The Australian Blue Bluebottle
The bluebottle is a common, even if unwelcome, a summer visitor to our beaches. At the mercy of the wind, they are blown into shallow waters, often washing up onto the beach. On the eastern seaboard, it is the north-east winds and warmer currents that bring them to beaches on the incoming tides. It is also known as the Pacific Man of War.
Another type of bluebottle found less commonly on our beaches is the Portuguese Man of War. It is larger with a nastier sting due to more and longer stinging tentacles.
Violet snail or bubble raft shell
These are rather unique among marine gastropods. Violet snails live in the top level of the marine environment. What makes this species, and the others in the family so fascinating is its production and use of a bubble raft. Violet snails secrete mucous from a gland in its foot which it uses to form air bubbles by agitating the water with its foot. These mucous bubbles join into a floating raft which the snail attaches to and uses to travel the open ocean.
Purple Fiddler crab
These are common marine creatures around tidal creeks. A fiddler crab, sometimes known as a calling crab are found along beaches and brackish inter-tidal mud flats, lagoons and swamps. Fiddler crabs are well known for their sexually dimorphic claws; the males’ major claw is much larger than the minor claw while the females’ claws are both the same size.
Yellow-clawed Fiddler crab
In this species of fascinating marine creatures, the large claw can be either left or right. Fiddler crabs communicate by a sequence of waves and gestures; males have an oversized claw or chela; used in clashes of ritualized combat of courtship over a female and signal their intentions between conspecifics. The movement of the smaller claw from ground to mouth during feeding explains the name; it looks as though it is playing the larger claw like a fiddle.

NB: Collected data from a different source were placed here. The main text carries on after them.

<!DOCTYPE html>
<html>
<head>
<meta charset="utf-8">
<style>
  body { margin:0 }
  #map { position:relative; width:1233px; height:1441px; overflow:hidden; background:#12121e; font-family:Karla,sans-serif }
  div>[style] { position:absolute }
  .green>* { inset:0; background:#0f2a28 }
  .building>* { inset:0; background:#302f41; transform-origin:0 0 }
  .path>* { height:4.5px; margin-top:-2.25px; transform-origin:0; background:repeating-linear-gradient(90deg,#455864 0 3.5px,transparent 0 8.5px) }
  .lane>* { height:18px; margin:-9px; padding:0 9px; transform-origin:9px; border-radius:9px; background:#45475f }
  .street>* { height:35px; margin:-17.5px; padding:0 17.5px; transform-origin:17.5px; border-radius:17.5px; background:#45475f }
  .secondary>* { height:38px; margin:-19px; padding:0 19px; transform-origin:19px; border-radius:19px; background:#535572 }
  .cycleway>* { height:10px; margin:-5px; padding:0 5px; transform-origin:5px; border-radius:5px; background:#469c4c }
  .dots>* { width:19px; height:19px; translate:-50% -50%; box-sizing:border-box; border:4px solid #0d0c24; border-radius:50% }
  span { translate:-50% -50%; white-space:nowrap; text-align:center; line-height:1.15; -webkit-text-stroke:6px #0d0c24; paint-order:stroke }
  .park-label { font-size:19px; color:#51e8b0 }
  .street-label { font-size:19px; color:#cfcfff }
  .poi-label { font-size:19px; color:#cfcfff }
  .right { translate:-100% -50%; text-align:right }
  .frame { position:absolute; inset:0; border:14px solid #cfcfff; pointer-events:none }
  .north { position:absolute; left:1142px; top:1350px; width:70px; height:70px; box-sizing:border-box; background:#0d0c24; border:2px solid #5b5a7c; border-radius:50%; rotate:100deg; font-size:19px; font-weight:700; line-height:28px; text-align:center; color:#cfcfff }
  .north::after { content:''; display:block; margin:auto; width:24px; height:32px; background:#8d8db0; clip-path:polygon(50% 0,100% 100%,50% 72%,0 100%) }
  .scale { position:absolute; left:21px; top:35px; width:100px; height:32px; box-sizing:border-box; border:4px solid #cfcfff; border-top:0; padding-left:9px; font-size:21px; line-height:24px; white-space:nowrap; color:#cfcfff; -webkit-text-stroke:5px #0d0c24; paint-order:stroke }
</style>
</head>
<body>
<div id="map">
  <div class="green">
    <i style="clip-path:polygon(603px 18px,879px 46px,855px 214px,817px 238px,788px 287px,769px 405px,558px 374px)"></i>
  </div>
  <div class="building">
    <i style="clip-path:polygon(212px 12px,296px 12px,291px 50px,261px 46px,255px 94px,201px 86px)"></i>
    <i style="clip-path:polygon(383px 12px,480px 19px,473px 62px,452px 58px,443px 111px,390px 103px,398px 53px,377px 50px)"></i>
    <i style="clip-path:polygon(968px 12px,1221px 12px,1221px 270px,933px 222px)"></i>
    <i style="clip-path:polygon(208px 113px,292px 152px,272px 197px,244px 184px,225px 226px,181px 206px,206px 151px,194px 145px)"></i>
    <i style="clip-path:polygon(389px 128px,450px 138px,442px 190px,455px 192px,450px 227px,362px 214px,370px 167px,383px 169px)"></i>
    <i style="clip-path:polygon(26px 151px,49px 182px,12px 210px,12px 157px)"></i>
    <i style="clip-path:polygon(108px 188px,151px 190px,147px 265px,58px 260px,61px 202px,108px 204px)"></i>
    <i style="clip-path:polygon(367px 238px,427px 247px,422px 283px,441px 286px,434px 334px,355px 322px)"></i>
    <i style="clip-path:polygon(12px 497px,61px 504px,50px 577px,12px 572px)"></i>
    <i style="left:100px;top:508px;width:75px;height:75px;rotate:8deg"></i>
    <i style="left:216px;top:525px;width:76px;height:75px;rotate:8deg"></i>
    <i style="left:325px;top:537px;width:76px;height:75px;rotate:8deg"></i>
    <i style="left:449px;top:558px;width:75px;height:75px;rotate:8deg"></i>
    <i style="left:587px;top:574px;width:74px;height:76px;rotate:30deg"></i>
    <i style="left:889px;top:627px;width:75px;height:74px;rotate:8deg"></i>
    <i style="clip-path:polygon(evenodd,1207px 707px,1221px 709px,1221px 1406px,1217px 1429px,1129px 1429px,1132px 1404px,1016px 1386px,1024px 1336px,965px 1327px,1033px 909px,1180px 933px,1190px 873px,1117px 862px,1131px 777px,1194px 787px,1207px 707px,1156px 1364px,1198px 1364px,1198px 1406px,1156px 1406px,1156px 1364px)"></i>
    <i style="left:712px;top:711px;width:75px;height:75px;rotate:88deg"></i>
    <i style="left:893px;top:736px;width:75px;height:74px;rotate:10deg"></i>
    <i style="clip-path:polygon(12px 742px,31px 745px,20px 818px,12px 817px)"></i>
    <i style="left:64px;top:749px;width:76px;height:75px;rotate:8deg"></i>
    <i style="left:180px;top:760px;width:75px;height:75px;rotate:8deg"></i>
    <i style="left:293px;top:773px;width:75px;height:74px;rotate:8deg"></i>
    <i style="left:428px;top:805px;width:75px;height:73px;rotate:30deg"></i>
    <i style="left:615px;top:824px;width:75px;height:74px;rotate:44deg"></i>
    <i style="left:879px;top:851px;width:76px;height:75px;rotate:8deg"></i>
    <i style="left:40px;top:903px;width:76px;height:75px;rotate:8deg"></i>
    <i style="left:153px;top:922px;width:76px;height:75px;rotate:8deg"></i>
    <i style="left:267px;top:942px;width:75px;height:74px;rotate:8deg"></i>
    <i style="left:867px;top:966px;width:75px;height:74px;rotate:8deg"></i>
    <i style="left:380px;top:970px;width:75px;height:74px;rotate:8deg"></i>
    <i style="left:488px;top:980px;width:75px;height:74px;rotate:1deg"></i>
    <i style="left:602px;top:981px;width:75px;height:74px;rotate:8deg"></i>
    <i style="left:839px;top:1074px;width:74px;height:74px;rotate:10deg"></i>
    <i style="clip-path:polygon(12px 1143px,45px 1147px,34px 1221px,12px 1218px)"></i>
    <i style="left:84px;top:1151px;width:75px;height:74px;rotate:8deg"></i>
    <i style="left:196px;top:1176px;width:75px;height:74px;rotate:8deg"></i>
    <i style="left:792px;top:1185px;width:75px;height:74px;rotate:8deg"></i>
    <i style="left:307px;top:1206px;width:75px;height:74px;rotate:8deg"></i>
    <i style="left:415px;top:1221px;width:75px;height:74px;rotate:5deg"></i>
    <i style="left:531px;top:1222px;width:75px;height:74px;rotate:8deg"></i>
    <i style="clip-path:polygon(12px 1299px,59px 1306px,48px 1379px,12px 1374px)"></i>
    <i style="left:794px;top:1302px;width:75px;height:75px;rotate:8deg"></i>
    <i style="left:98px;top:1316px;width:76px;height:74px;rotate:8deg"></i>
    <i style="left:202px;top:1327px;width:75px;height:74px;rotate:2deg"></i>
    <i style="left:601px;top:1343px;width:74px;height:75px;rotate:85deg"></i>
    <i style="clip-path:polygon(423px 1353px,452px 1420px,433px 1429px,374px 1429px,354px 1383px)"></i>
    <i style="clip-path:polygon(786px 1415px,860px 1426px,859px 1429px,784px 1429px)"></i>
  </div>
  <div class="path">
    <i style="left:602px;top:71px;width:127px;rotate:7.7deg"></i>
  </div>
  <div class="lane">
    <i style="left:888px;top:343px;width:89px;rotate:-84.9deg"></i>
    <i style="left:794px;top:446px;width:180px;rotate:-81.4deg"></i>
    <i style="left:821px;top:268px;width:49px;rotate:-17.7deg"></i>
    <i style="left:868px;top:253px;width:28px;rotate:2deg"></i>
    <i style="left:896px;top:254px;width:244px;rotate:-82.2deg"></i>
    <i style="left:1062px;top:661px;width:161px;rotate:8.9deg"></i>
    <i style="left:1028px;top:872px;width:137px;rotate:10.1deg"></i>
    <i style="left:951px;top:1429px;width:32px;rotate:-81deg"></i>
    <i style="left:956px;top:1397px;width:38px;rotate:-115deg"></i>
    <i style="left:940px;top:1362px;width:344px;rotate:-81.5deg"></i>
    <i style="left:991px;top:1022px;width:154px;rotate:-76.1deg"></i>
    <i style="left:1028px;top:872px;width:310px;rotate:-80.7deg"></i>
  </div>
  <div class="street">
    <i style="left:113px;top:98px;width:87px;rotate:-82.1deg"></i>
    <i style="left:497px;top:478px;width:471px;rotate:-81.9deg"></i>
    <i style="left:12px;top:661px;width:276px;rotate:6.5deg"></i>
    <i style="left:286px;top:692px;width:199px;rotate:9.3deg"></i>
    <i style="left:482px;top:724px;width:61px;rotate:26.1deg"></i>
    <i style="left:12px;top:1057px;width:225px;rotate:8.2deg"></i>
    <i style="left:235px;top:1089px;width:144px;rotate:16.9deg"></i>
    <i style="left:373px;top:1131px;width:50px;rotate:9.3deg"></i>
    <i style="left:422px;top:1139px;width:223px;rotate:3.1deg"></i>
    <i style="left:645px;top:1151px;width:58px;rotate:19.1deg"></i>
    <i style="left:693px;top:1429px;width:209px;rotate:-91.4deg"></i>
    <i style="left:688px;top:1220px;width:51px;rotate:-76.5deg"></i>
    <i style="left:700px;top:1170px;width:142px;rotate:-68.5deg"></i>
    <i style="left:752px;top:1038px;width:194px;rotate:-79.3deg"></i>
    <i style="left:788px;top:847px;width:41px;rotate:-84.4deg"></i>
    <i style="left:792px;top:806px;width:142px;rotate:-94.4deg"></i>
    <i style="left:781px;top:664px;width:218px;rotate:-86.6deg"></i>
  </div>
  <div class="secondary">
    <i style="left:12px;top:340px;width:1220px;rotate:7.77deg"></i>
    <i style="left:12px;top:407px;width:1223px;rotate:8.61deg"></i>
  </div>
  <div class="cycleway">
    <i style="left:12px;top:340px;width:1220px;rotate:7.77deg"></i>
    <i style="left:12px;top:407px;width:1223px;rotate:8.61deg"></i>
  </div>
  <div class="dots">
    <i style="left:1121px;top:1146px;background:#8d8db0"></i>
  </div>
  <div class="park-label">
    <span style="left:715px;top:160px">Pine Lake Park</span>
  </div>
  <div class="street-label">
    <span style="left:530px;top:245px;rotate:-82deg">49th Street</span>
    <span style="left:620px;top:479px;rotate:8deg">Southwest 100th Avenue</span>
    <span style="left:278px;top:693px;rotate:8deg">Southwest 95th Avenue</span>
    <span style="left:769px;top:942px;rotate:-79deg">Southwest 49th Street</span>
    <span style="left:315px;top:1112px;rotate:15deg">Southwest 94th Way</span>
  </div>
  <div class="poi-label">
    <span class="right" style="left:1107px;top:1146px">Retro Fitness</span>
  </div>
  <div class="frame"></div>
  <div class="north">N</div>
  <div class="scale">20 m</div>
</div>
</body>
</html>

Blue Sea Dragon or Blue Glaucus
This is a brightly coloured sea slug found in temperate and tropical waters. Their colour allows them excellent camouflage in the ocean. Unlike others of their kind, blue dragons will swallow a little air bubble, allowing them to float on the ocean surface. One local marine expert advises that if you do see them, be mindful as they can deliver stings equivalent to the bluebottle.

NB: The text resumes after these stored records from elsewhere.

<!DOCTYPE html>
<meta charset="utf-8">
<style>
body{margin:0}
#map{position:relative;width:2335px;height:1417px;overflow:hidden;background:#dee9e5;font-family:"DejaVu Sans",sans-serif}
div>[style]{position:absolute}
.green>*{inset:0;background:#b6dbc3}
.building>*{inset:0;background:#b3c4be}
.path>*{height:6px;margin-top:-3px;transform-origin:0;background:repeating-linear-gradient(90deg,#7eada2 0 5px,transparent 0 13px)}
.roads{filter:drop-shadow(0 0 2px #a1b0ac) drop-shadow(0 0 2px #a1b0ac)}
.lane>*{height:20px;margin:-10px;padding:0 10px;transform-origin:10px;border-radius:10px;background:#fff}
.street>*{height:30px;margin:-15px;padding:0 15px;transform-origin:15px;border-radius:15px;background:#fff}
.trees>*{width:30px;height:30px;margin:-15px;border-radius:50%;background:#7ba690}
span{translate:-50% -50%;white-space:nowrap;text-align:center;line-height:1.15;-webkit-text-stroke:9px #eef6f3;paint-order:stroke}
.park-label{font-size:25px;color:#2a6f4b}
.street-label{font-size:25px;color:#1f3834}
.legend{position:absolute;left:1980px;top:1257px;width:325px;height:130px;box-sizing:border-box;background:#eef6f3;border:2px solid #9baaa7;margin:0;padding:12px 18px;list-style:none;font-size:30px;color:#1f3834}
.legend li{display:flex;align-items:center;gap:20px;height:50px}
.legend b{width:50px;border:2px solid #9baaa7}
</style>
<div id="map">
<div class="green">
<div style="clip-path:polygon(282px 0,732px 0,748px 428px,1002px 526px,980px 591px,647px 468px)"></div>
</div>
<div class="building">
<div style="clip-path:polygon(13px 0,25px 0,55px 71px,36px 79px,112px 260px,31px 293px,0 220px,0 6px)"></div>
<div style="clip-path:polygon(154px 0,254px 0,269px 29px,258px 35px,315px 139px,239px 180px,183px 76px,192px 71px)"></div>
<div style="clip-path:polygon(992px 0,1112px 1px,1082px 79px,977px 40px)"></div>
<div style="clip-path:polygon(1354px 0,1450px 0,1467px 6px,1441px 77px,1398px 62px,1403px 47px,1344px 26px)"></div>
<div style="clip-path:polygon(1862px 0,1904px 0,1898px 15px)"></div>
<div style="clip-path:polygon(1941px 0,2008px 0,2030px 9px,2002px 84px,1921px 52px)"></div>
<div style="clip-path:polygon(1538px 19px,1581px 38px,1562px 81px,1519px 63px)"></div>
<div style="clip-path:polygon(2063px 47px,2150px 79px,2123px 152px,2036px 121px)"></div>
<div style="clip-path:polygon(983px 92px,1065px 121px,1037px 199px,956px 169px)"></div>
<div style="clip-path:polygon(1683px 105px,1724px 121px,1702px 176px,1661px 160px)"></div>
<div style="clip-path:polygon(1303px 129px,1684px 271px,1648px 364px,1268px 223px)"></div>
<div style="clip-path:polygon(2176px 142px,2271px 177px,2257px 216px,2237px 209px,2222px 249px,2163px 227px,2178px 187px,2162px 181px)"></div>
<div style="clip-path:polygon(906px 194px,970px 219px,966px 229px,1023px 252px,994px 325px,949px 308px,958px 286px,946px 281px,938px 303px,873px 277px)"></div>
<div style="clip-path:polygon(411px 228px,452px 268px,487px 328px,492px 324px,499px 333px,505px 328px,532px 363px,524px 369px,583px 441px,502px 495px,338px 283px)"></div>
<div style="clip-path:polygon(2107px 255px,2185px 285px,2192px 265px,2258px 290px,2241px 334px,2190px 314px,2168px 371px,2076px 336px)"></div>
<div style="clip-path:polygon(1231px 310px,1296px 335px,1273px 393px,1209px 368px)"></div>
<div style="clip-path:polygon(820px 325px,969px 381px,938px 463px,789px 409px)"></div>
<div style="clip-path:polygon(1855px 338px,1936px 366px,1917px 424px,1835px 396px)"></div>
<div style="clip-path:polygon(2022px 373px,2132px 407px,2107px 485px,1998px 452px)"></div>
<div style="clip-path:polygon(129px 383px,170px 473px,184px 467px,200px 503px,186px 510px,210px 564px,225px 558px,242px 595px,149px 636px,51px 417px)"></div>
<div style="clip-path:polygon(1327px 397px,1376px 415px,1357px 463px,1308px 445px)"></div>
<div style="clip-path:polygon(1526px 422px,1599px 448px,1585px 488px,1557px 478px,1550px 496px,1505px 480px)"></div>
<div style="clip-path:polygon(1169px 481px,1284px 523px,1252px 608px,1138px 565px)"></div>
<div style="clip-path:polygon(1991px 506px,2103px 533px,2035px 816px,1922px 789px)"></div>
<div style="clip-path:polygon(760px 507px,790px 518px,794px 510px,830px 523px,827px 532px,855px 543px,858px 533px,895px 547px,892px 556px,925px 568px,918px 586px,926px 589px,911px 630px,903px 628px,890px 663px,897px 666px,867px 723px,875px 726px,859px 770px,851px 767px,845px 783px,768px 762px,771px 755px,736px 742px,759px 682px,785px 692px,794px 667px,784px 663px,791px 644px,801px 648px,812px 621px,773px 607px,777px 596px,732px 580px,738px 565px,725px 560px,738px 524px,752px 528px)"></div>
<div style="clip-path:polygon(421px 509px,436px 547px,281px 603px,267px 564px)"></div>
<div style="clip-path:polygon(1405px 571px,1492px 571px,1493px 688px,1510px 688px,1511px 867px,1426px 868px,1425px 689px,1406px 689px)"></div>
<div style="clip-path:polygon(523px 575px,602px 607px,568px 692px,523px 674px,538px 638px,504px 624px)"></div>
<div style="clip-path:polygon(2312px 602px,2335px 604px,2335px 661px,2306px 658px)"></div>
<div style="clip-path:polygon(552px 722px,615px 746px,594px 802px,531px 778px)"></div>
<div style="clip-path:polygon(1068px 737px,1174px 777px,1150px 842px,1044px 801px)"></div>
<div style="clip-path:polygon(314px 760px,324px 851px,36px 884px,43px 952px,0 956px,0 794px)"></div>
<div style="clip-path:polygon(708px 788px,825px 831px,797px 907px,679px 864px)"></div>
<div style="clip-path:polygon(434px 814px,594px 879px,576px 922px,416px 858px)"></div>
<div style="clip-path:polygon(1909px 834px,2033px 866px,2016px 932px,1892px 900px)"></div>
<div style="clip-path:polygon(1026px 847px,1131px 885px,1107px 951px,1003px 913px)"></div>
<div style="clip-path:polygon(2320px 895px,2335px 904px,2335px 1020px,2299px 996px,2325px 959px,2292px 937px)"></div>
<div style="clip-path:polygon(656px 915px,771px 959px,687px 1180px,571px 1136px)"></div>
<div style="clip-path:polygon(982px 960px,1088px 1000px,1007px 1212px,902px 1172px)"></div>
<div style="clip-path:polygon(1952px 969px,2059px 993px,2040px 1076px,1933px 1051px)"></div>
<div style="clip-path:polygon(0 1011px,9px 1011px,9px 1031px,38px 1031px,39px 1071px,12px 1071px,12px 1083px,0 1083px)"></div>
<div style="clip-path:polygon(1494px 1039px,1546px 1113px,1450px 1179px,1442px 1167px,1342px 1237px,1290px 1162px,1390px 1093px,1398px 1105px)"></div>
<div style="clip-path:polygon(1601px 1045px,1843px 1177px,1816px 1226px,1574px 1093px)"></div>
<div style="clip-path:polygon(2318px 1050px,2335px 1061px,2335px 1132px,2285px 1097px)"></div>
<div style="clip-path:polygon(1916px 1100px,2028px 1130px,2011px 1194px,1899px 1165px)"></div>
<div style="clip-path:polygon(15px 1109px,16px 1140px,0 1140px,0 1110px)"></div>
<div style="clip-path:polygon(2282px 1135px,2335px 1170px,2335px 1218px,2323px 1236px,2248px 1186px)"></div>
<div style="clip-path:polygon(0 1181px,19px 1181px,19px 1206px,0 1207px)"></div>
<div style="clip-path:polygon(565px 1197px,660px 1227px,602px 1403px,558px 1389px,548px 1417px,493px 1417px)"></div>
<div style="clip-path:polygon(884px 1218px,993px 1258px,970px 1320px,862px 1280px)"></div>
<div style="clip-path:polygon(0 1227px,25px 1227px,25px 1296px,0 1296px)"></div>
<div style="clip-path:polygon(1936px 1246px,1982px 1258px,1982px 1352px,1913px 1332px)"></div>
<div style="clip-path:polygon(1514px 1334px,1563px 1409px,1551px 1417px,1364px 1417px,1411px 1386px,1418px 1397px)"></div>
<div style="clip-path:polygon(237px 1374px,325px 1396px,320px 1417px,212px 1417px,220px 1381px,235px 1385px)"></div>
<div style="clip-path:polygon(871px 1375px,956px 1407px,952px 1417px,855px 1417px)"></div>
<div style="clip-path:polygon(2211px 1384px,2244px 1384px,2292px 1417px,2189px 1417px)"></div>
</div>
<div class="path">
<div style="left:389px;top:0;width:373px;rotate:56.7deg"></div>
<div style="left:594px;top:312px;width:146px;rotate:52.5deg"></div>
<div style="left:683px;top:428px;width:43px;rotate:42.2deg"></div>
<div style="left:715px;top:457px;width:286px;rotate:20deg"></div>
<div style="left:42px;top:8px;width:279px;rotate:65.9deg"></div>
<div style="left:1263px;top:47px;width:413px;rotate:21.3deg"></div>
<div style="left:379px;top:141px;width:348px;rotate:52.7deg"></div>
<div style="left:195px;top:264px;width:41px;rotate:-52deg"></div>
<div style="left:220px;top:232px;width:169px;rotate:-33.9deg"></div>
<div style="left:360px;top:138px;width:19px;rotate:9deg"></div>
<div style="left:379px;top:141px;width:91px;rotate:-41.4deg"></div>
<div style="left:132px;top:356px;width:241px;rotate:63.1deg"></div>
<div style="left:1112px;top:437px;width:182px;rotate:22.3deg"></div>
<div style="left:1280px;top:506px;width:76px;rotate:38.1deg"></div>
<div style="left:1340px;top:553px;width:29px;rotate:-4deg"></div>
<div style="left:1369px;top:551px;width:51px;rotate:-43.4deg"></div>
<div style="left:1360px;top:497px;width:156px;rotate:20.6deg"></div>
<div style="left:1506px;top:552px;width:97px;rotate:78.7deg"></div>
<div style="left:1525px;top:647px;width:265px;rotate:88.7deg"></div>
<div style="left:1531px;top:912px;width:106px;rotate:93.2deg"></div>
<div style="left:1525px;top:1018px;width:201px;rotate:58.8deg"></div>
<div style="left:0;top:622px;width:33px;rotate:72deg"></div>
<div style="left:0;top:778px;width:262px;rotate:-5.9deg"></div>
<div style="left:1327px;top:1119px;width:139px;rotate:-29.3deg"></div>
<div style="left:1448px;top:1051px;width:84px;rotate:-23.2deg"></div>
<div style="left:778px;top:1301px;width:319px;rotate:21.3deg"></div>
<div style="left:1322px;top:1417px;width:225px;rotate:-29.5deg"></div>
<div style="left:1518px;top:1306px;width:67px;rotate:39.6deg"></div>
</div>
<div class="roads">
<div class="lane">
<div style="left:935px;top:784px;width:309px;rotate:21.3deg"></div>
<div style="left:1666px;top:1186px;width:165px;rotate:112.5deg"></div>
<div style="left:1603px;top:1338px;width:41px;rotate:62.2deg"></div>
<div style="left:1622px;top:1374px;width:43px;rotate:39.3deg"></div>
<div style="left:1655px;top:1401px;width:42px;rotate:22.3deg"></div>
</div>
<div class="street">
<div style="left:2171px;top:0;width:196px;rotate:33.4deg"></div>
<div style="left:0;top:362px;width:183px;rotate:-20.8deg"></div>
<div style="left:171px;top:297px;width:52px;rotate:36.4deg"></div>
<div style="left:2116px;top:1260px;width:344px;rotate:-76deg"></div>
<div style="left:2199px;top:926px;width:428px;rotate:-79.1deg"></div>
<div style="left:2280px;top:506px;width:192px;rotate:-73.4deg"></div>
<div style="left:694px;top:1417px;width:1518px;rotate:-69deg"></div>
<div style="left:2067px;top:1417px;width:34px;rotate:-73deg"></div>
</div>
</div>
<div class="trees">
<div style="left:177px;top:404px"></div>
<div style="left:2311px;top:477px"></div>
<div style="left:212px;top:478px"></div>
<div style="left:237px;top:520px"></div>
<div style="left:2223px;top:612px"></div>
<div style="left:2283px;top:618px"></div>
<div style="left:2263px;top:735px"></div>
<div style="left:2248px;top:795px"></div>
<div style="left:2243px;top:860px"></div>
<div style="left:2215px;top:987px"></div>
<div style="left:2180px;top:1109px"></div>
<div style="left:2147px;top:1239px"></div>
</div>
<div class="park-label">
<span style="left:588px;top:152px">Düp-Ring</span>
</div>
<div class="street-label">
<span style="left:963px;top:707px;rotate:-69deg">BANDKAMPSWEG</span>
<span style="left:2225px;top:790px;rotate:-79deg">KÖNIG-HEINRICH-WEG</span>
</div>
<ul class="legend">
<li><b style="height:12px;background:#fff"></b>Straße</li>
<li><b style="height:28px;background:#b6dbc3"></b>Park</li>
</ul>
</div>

A Blue Button being attacked by a Blue Sea Dragon
Purple Stinger
The Purple Stinger is a small, delicate and attractively coloured jellyfish with four fragile mouth arms and eight tentacles around the bell. Found throughout eastern Australia, it is sometimes known as the ‘purple people-eater’ because it can deliver a nasty sting. The tentacles, mouth, arms and bell are covered in tiny dots which are bundles of stinging cells that will leave a painful, itchy rash if you come into contact with them.
Velella
Velella is a free-floating hydrozoan that lives on the surface of the open ocean. They are often eaten by the blue sea slug. Other names for this species are by-the-wind sailor, sea raft, purple sail or little sail. They can be washed up on NSW beaches in large numbers.
Soldier crabs
The light-blue soldier crab is a species of crab that lives on sandy beaches across Australia. Adults are 25mm across and are white with blue on their backs. They hold their claws vertically. Here they are making a dash for dinner and love at low tide in a sandy estuary.
Crab Larvae
This is a 6mm crab larvae (Zooplankton) that washed up on Emerald Beach in the big swells last month. A lot of small plankton creatures appeared with the warm summer seas. Their distinguishing characteristics are its prominent paired compound eyes and full complement of carapace spines (dorsal, rostral and lateral) that give it a triangular, upright appearance.